**Exercise prompt**
Scan the lines below for the word "screenshot". Copy each line you find it in.

────────────────────

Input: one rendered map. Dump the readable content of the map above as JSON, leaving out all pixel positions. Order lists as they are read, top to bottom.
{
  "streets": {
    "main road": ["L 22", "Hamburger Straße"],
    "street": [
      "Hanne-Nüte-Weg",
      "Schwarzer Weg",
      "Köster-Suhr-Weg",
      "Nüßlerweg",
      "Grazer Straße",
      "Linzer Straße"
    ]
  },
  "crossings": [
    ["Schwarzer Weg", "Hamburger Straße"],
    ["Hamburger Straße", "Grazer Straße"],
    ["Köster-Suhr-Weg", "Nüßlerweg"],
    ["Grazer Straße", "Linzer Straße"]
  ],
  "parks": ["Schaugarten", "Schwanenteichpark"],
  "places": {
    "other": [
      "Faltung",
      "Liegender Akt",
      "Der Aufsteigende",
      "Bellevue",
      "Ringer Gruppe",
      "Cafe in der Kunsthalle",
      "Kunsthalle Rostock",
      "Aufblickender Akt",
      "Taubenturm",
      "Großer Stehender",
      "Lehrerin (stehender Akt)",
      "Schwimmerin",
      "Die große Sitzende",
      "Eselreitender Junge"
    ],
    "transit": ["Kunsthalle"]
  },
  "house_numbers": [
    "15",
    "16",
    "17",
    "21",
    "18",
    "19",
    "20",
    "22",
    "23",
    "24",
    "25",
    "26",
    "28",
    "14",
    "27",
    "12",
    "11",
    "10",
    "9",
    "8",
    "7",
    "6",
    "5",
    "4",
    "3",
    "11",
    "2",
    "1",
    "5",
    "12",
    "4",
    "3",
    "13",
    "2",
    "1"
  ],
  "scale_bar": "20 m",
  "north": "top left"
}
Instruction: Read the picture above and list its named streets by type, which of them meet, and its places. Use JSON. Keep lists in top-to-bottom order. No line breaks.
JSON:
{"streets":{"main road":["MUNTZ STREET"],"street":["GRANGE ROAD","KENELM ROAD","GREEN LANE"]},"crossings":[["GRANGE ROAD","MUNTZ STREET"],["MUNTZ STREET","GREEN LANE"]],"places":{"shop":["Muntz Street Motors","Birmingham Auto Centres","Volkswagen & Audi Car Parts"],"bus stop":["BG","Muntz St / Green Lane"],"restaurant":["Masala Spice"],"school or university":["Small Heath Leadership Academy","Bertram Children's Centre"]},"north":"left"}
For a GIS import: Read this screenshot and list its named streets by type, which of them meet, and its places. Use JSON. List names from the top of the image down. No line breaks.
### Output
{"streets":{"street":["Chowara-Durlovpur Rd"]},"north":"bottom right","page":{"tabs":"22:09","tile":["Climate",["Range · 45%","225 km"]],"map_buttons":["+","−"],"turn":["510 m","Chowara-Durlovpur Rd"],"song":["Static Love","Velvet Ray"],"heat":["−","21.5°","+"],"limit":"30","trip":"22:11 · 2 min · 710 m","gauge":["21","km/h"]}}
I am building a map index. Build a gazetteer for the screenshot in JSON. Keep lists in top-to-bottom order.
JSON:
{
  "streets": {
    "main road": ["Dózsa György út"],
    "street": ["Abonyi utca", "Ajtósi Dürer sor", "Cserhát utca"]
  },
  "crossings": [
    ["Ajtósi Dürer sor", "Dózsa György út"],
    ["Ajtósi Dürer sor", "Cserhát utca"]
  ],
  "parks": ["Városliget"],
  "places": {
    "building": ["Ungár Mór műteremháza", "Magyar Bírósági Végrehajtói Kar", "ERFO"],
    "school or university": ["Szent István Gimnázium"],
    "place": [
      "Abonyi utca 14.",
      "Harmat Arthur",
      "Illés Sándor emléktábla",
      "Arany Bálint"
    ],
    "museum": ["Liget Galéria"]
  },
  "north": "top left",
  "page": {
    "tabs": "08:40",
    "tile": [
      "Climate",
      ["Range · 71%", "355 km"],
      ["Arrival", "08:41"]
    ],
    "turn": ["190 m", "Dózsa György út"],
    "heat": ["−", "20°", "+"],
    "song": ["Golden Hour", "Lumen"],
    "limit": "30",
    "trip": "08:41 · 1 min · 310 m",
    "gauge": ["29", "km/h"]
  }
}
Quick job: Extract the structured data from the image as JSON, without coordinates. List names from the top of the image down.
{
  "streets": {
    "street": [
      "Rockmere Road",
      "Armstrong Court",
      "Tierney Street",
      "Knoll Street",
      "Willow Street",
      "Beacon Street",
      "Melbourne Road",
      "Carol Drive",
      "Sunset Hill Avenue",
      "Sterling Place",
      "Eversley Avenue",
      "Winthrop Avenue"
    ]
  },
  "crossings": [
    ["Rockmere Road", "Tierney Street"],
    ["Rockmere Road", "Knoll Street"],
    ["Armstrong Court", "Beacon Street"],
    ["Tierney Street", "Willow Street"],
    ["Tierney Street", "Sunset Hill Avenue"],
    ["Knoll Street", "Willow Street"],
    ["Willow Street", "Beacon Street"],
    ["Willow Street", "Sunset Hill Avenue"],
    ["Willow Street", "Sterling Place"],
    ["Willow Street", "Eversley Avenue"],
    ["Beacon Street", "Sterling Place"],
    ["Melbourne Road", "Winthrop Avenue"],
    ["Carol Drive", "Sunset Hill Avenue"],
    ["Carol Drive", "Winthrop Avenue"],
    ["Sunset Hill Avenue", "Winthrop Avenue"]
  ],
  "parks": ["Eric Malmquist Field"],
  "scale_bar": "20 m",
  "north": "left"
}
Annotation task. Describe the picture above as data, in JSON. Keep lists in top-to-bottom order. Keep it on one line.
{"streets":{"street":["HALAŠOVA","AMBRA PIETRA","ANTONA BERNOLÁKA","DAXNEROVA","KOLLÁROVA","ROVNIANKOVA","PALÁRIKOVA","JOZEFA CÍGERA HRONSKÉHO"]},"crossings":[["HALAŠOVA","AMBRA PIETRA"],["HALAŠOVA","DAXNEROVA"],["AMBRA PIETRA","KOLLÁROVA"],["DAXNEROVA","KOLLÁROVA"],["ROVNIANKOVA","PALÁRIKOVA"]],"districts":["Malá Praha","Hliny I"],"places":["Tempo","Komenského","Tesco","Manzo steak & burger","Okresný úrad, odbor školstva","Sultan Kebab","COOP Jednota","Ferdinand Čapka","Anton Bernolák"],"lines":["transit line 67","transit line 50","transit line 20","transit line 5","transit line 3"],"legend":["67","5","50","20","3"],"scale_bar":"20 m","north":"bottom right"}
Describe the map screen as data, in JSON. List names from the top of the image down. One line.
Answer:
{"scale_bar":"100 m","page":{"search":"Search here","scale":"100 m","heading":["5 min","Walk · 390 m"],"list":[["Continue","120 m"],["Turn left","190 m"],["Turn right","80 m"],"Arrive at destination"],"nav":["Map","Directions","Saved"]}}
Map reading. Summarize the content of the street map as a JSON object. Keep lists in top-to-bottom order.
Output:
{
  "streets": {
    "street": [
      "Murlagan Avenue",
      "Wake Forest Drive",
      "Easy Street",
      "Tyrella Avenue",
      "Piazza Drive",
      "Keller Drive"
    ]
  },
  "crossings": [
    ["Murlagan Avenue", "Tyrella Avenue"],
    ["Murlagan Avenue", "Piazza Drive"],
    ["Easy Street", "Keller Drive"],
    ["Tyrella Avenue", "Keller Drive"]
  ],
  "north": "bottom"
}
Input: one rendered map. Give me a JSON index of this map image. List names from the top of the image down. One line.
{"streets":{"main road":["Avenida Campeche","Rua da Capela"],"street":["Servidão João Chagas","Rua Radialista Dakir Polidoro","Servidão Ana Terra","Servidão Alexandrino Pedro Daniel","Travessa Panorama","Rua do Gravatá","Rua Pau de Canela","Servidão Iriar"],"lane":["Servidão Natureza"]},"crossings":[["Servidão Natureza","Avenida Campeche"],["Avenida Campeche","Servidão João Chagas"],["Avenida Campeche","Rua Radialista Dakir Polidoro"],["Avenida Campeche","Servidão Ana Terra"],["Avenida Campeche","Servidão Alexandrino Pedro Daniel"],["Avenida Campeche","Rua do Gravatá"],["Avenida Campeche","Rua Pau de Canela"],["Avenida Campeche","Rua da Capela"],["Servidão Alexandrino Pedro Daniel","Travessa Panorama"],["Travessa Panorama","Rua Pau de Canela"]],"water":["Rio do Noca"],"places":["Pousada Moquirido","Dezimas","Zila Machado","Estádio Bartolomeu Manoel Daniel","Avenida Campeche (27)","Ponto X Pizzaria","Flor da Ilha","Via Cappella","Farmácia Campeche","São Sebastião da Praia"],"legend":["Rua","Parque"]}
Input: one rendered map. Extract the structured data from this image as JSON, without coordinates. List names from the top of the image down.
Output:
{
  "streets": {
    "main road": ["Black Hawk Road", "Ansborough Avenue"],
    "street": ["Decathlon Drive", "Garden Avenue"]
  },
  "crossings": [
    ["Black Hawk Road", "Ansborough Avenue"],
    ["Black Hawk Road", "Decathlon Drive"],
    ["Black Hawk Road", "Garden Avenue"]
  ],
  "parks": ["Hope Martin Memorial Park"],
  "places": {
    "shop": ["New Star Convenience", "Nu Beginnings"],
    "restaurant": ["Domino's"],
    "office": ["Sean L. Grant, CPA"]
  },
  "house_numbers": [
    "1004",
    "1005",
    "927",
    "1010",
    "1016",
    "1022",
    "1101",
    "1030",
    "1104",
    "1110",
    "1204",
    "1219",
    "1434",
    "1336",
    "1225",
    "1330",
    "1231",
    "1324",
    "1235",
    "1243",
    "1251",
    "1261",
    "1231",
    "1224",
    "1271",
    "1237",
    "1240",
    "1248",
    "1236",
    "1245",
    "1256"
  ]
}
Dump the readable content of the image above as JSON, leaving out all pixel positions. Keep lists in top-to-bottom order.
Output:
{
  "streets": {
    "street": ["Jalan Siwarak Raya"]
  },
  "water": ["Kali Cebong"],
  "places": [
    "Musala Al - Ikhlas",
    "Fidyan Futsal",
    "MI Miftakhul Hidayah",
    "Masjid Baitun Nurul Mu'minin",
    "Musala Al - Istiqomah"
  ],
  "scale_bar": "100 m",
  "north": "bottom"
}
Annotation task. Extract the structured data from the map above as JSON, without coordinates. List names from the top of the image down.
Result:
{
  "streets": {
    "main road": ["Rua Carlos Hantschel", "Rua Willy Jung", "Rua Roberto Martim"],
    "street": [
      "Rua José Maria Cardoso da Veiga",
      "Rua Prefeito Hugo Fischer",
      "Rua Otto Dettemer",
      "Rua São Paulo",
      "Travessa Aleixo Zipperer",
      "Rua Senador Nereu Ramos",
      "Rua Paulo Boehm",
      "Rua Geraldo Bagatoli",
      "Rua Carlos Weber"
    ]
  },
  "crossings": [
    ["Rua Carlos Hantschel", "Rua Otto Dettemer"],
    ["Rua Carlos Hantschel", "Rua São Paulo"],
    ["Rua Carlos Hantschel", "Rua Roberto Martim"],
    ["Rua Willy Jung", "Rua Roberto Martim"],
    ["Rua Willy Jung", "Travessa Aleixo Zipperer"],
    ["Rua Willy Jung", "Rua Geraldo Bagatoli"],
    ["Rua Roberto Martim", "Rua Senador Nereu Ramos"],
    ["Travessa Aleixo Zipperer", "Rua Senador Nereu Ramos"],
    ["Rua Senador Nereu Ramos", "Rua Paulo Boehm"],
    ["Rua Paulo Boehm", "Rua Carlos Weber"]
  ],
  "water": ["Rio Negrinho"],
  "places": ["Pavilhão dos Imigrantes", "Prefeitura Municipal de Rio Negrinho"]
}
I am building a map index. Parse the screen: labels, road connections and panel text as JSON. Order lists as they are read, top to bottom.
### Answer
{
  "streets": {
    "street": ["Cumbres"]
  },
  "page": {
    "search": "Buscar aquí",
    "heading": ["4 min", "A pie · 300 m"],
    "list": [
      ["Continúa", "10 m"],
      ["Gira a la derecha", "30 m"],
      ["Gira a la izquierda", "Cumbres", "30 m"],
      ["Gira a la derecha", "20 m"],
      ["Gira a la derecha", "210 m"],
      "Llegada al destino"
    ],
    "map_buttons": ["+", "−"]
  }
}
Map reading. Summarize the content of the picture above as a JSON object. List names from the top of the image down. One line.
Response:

────────────────────

**Result for this exercise**
For a GIS import: Read this screenshot and list its named streets by type, which of them meet, and its places. Use JSON. List names from the top of the image down. No line breaks.
I am building a map index. Build a gazetteer for the screenshot in JSON. Keep lists in top-to-bottom order.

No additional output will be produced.